It will be recalled that the box has been activated by closing switches 50 or 52, and it is desired to send digital tone signals identifying the particular box to central. However, since another box might be signalling to central 18 when one of switches 50 or 52 is closed, it is important to check the loop 20 to see if this is taking place. If so, then the signalling of the present box must be delayed to avoid confusing the central station with two sets of digital numbers coming to it at once.

Since any possible other activated box will normally be sending tones representing ones and zeros to indicate its box number to central, it is feasible to use the output of the one or zero detectors 54 or 57 to actuate a circuit that will delay signalling by the present box. Although statistically remote, it is possible, however, that the other box will be sending only ones or only zeros. In that case using the output of one of the detectors will not absolutely ensure that only one box will be signaling at any one time. To prevent this, each box before sending its other digits sends a long one, i.e. a one tone that is longer than that normally used. This is detected by the other boxes and delays them from transmitting their tones if they have been activated.

To accomplish detection of the long one pulse, reference is made to FIG. 2 which shows that the output of one detector 54 is applied to a pulse stretcher 70 having 3 to 5 second time constant, and thus supplies an output pulse that is that long. This output pulse is used to inhibit the setting of a start flip-flop 72 by the active flip flop 46. Since, as will be explained below, the start flip flop 72 must be set for the present box to begin signaling, the present box allows 3-5 seconds for the other box to complete its signaling.

Assuming that flip flop 72 is not being inhibited by stretcher 70, the present box is now ready to signal central and FIG. 4 shows the main digital circuitry for doing this. Initially, a four state T counter 74 is set into a To position by active flip flop 46, and it in turn enables the timer 76. The timer 76 is also started by a signal from start flip flop 72. This timer 76 comprises a chain of flip flops (not shown) each with a 150 millisecond delay. After a delay of 300 milliseconds to allow the capacitor in the active supply 36 to charge up, a signal from timer 76 starts the shifting within the outpulsing shift register 78. The various states of the flip flops within register 78 (not shown) are decoded in the operations decoder 80 which conventionally comprises several gates (not shown). The output signals from decoder 80, which are "send one" and "send zero" are applied to gates 82 and 84 respectively to open them, and thus let signals from one and zero tone oscillators 86 and 88 respectively flow to amplifier 90, transformer 34, loop 20, and central 18.

The first bit transmitted is the "long 1", and therefore, any other activated box on loop 20 will immediately be blocked from signaling. The next is the service bit, which tells if the police or fire handle 50 or 52 have been pulled. This is done by providing an input to decoder 80 from police flip flop 42. The next bit is an auxiliary bit for indicating that the alarm is coming from remote sensors 24 or 25. Thereafter, five box number digits are sent.
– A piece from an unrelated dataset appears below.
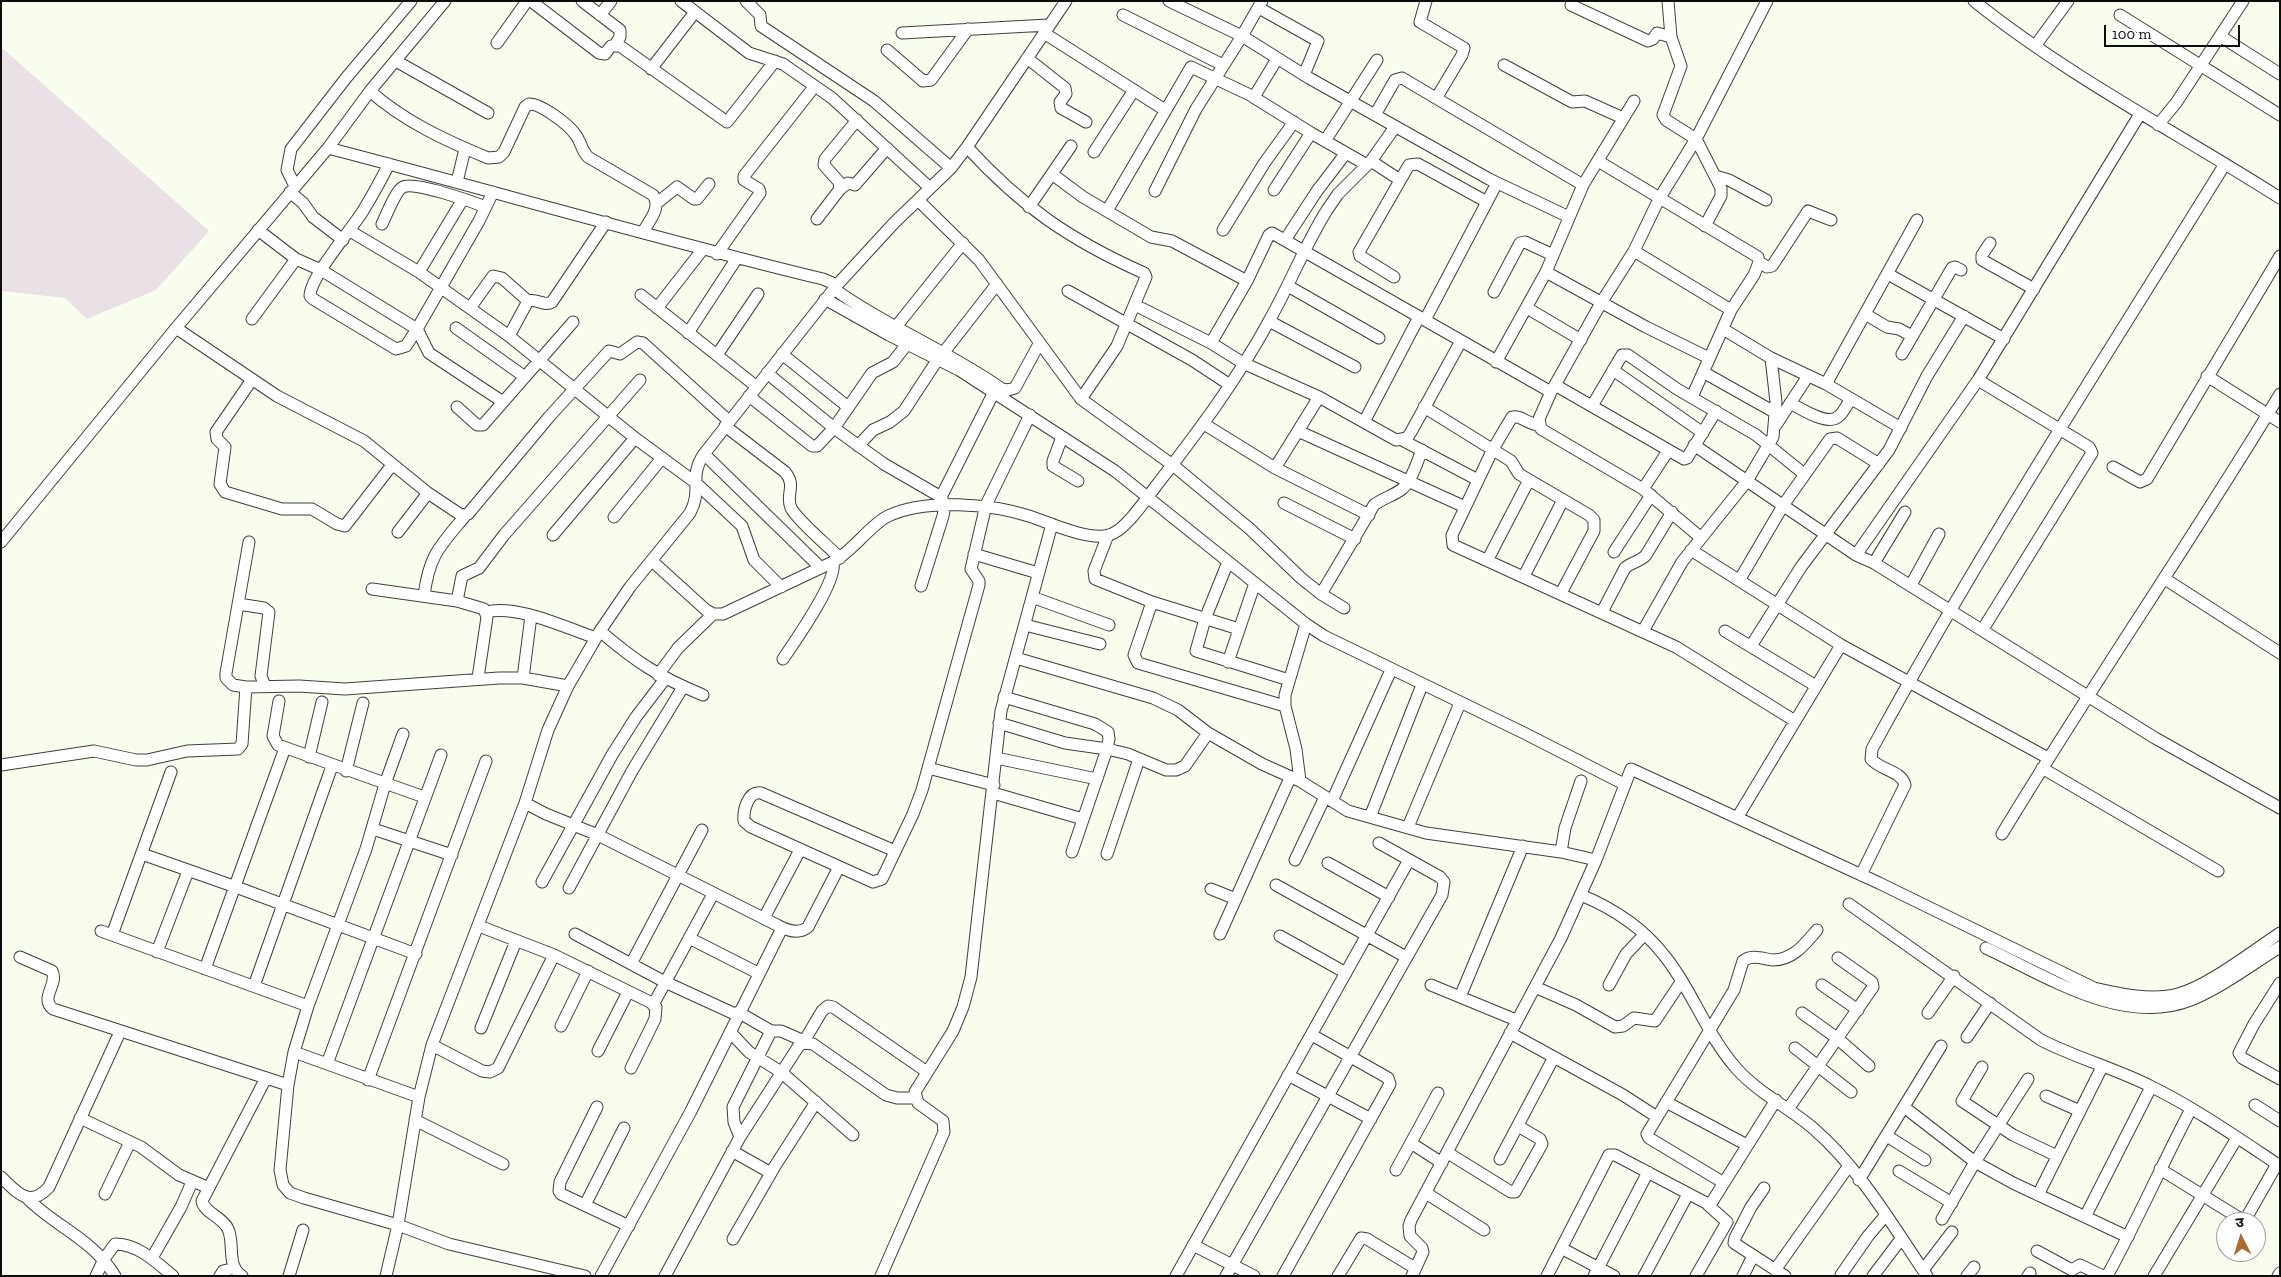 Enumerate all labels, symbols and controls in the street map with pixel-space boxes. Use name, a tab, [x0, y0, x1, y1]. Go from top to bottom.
scale bar	[2106, 15, 2242, 47]
text: 100 m	[2112, 25, 2151, 43]
north arrow	[2216, 1212, 2266, 1262]
text: उ	[2235, 1214, 2245, 1231]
The particular digits for each box are "hardwired" into the operations decoder 80. Then comes a spare bit, which can be used for the second of the remote sensors, if such a sensor is used, or can be reserved for possible future expansion. Finally a parity check digit, which is generated by a conventional parity check circuit within decoder 80.

After all the digits have been sent, a pulse from register 78 sets T counter 74 into a T1 state. During this state, the central 18 will normally send back a "hold" to indicate that it has received the digits and decoded them correctly. If such a hold tone is not received by the box, then the counter 74 will successively go on to states T2, T3, To, T1, T2, T3, etc. Every To interval, the register 78 will cause decoder 80 and gates 82 and 84 to transmit the digits, and every T1 interval, the box will listen for the hold tone. This signaling will continue until central uniquely decodes this box, and responds with hold tone, thus positively selecting the calling box.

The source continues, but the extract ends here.